I don't understand how you found Deltam and DeltaT. How can you use Deltam to find Deltam? Can you or someone else please clarify this?

what is cb and cw??

periwinkle - the errors for the mass and temperature are given to you in the question, you just have to plug it in.

noname - try checking the top of the page.

1) You do work against a constant force of F = 2.78 N, which balances (is equal to in magnitude) the frictional force between the two brass cups shown, the rotating outer brass cup and the stationary inner brass cup in the sketch above. The force exerted by a string acts tangentially to the disk shown, which has an effective diameter D = 10.4 cm. What is the amount of work (Ch8 sheet 38) you do via a crank that rotates the outer brass cup N = 2397 times ? (Hint: when evaluating the work, write down the torque given by the tangential force and the lever arm, which is the effective radius of the disk. Note that each turn of the outer brass cup corresponds to an angle of 2 p radians) Indicate with a negative (positive) sign whether the equation for the work, W = N F 2p D/2, is correct and follows ( is incorrect and does not follow) from the expression in Ch8 sheet 38.

For question 1....
I know the formula is given but what do you plug in for 2p?

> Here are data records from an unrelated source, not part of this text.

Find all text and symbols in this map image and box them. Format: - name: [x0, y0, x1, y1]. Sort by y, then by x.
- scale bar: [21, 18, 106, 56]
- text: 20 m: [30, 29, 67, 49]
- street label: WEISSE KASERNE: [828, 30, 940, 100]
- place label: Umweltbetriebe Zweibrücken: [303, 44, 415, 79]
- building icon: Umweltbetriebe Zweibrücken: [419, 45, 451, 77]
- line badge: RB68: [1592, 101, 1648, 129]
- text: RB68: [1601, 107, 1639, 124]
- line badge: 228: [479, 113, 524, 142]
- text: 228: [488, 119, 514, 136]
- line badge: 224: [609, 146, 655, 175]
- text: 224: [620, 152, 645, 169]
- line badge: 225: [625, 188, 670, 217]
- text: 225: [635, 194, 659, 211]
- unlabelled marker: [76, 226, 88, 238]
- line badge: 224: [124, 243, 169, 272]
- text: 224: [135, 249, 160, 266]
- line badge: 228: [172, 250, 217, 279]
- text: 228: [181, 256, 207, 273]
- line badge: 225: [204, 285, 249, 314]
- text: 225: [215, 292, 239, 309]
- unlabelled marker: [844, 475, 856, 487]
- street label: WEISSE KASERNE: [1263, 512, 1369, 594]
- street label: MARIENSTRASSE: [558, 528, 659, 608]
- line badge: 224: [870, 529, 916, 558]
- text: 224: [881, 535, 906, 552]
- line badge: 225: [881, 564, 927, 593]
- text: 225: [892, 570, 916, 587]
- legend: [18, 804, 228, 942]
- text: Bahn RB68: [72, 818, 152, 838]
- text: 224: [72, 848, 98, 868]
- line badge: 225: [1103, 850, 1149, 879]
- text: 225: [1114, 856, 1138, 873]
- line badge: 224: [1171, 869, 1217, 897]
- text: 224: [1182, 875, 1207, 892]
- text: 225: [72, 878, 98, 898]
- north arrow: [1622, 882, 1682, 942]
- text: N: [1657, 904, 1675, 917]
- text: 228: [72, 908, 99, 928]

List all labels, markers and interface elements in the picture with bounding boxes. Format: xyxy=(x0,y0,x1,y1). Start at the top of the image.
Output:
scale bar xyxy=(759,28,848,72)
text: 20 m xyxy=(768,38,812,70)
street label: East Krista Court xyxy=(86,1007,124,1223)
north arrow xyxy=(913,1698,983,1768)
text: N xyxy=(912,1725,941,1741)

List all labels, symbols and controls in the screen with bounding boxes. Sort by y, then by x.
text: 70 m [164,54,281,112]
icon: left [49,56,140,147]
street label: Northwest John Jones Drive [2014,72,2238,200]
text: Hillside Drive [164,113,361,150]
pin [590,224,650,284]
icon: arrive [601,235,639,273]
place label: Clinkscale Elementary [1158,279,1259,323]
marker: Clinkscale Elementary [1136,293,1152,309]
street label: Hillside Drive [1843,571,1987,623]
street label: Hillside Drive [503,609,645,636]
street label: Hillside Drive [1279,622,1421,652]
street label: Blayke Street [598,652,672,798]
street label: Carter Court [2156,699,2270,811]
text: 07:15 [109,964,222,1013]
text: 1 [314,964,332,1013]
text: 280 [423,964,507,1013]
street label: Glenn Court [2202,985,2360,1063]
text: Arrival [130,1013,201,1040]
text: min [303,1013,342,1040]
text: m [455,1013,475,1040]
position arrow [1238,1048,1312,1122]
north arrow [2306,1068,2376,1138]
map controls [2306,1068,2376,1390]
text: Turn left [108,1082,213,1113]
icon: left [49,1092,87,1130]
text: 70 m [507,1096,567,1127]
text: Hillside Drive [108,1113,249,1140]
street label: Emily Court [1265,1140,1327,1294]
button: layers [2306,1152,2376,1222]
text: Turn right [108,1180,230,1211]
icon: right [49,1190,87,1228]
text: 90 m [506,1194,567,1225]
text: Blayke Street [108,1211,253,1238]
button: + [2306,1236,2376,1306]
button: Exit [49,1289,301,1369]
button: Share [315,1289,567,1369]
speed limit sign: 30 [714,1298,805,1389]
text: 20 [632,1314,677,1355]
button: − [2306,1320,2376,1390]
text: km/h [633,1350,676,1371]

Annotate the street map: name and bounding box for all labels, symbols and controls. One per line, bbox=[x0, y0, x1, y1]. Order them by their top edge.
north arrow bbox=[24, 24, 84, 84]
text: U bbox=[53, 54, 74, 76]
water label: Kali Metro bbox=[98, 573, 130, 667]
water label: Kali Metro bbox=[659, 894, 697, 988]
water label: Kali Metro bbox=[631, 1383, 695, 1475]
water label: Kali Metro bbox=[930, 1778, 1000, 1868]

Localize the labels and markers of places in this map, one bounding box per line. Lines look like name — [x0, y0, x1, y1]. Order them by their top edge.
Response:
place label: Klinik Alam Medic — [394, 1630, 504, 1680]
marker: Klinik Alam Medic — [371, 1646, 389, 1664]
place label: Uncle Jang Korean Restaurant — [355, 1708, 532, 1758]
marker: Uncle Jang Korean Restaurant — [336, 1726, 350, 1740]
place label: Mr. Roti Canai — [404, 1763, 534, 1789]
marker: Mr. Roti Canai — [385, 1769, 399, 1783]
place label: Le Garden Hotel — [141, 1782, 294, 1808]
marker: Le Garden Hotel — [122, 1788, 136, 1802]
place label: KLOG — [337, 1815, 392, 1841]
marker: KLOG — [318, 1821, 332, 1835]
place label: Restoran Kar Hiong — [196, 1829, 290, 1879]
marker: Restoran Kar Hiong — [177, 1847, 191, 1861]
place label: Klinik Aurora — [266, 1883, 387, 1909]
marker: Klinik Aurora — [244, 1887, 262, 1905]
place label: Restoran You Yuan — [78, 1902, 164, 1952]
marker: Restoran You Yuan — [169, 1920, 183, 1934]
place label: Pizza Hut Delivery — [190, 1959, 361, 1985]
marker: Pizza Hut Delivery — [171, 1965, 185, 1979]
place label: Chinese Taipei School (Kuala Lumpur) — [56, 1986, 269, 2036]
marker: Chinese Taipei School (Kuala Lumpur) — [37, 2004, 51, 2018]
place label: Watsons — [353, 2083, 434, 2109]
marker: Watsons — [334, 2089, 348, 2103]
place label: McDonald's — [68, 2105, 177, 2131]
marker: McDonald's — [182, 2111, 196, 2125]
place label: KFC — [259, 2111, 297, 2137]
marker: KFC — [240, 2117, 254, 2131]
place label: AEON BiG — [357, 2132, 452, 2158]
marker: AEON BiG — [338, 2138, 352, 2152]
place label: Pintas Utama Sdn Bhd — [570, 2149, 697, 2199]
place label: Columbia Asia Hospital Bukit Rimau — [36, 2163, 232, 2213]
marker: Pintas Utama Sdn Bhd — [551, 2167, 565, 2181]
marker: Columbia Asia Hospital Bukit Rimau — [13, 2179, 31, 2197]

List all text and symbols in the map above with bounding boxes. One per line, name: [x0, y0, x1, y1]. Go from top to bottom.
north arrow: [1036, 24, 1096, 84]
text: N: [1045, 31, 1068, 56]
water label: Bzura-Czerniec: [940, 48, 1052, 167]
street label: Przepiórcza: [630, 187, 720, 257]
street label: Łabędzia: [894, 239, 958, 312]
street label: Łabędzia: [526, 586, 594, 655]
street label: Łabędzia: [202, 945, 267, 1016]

You do work against a constant force of F = 2.8 N, which balances (is equal to in magnitude) the frictional force between the two brass cups shown, the rotating outer brass cup and the stationary inner brass cup in the sketch above. The force exerted by a string acts tangentially to the disk shown, which has an effective diameter D = 10.3 cm. What is the amount of work (Ch8 sheet 38) you do via a crank that rotates the outer brass cup N = 2,174 times? (Hint: when evaluating the work, write down the torque given by the tangential force and the lever arm, which is the effective radius of the disk. Note that each turn of the outer brass cup corresponds to an angle of 2 p radians) Indicate with a negative (positive) sign whether the equation for the work, W = N F 2p D/2, is correct and follows ( is incorrect and does not follow) from the expression in Ch8 sheet 38.

Thank you

It's not 2p, its supposed to be 2pi, as in pi=3.14

I know this is probably annoying everyone but I've been trying to do #3 countless of times using the forumla provided and for some reason mapleTA constantly marks me incorrect. I don't know what I'm doing wrong. This is what I did for one of my prevous attempts:

This was the question:
When doing the experiment sketched above you heat up the brass containers with a combined mass mb = 200 grams and an amount of water with a mass mw = 350 grams. What is the absolute error of the amount of heat absorbed (Ch 13 sheet by the cups and the water (in calories), if their initial temperature (at the start of the cranking) and their final temperature (after ending the cranking) is 7.63 0C below and above room temperature, respectively (Use the specific heats given in Table 1 of the lab manual for this experiment 10). Assume that the error of the brass and water masses is 0.15 grams and the error of the initial and final temperature is 0.472 0C each.

This was my work:
mb = 200 grams cb = .092
mw = 350 grams cw = 1
T = 7.63
Deltam = 0.15 grams
Delta T = 0.472 0C
Q = ((200 x .092)+(350 x 1)) x (7.63 x 2)
Q = 5621.784

Deltam = sqrt((0.15)^2 + (0.15)^2) = .212132
Deltat = sqrt((0.472)^2 + (0.472)^2) = .667508

m = (200 x .092) + (350) = 368.4
T = givenT x 2 = 7.63 x 2 = 15.26
Delta Q = sqrt((.212132/368.4)^2 + (.667508/15.26)^2) x 5621.784 = 245.9299 (positive)


Can someone please tell me what I did wrong? Thank you so much in advance!